Problem areas

Weaknesses of Paddle Method

 Problems with floating dosage units products.

 Use of spiral for holding capsules is subject to variability with operators.
 The phenomenon of cone formation that results from nondispersion of disintegrated tablets can lead
to nonreproducibility of test.

Weaknesses of Basket Method

 Poor mechanical stability.

 Hindered visual inspection.
 Disintegration-dissolution interaction (slower disintegration keeps the dosage unit in a site of higher
agitation, thus increasing dissolution).
 Poor homogeneity of the bulk fluid due to insufficient stirring or agitation.
 Sensitivity against external vibration, eccentricity, and the presence of baffles such as thermometer
or sampling tube.
 Inconvenience for cleaning the set-up after testing.
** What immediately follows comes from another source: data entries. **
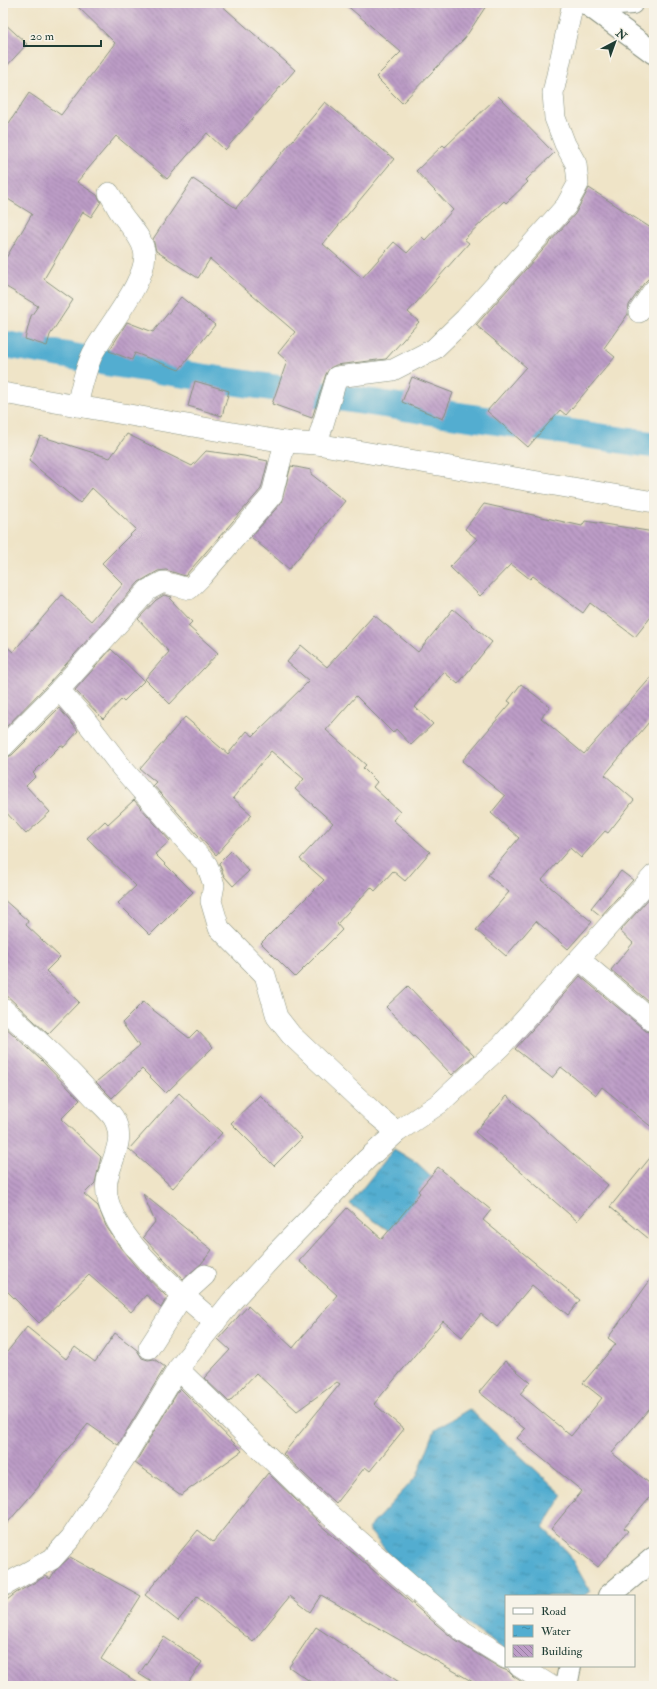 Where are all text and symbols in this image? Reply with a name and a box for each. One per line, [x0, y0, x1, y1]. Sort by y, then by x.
scale bar [24, 22, 101, 48]
north arrow [595, 22, 635, 62]
text: N [612, 26, 630, 44]
text: 20 m [30, 29, 55, 44]
legend [505, 1595, 635, 1667]
text: Road [541, 1604, 566, 1619]
text: Water [540, 1624, 571, 1639]
text: Building [541, 1644, 584, 1659]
Drug Information Journal, Vol. 30, pp. 1045?1054, 1996 0092-8615/96

Calibration Troubleshooting Tips

There are many factors that will cause a dissolution analysis to give incorrect or errant results. Most
dissolution apparatus will not pass calibration unless all conditions are optimal in the apparatus, the
standards, the media, and the calibrator tablets. Therefore, it is possible to narrow down all possible causes of
failure to calibrate to only a few conditions.

 1. Deaeration of medium

Improper deaeration is the most common problem in dissolution analysis. Heat the media to 41C. Vacuum
filter through a 0.45-um filter into a 4 liter vacuum flask, stirring with a magnetic stirrer. Continue to draw a
vacuum and stir for an additional 5 minutes. When done properly, this process will eliminate almost all
dissolution problems. Media should be deaerated immediately before use. Gently transfer the medium
directly to the vessel. Do not introduce air into the medium. Reaeration occurs within 30 minutes. However,
excess air only occurs after 20-24 hours.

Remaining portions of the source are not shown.